= WORK TO BE COMPLETED =
Print, please, the line that contains "Quick job: Parse" and each line after it to the end of the entries, unchanged and with nothing else.

= RECORD EXCERPTS =
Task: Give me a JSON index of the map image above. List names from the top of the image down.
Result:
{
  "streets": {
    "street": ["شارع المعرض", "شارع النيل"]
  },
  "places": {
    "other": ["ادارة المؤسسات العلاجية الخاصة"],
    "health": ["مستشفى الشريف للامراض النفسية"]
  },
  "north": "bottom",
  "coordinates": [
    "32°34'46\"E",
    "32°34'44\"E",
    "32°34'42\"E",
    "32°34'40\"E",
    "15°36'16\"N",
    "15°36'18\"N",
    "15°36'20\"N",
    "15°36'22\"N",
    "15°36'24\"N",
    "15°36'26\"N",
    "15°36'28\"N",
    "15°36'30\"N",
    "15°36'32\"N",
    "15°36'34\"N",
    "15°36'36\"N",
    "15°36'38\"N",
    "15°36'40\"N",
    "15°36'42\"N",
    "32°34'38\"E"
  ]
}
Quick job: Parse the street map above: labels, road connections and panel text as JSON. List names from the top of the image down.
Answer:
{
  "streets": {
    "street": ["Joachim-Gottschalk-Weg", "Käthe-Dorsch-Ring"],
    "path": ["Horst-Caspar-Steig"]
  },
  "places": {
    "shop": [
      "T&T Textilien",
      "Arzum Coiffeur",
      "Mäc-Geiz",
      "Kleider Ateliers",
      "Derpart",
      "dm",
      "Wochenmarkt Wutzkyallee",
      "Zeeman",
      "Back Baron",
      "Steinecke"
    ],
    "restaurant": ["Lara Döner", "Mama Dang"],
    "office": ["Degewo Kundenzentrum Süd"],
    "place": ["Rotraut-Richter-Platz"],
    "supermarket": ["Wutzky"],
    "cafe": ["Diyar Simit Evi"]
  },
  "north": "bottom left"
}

= RESULT OF THE TASK =
Quick job: Parse the street map above: labels, road connections and panel text as JSON. List names from the top of the image down.
Answer:
{
  "streets": {
    "street": ["Joachim-Gottschalk-Weg", "Käthe-Dorsch-Ring"],
    "path": ["Horst-Caspar-Steig"]
  },
  "places": {
    "shop": [
      "T&T Textilien",
      "Arzum Coiffeur",
      "Mäc-Geiz",
      "Kleider Ateliers",
      "Derpart",
      "dm",
      "Wochenmarkt Wutzkyallee",
      "Zeeman",
      "Back Baron",
      "Steinecke"
    ],
    "restaurant": ["Lara Döner", "Mama Dang"],
    "office": ["Degewo Kundenzentrum Süd"],
    "place": ["Rotraut-Richter-Platz"],
    "supermarket": ["Wutzky"],
    "cafe": ["Diyar Simit Evi"]
  },
  "north": "bottom left"
}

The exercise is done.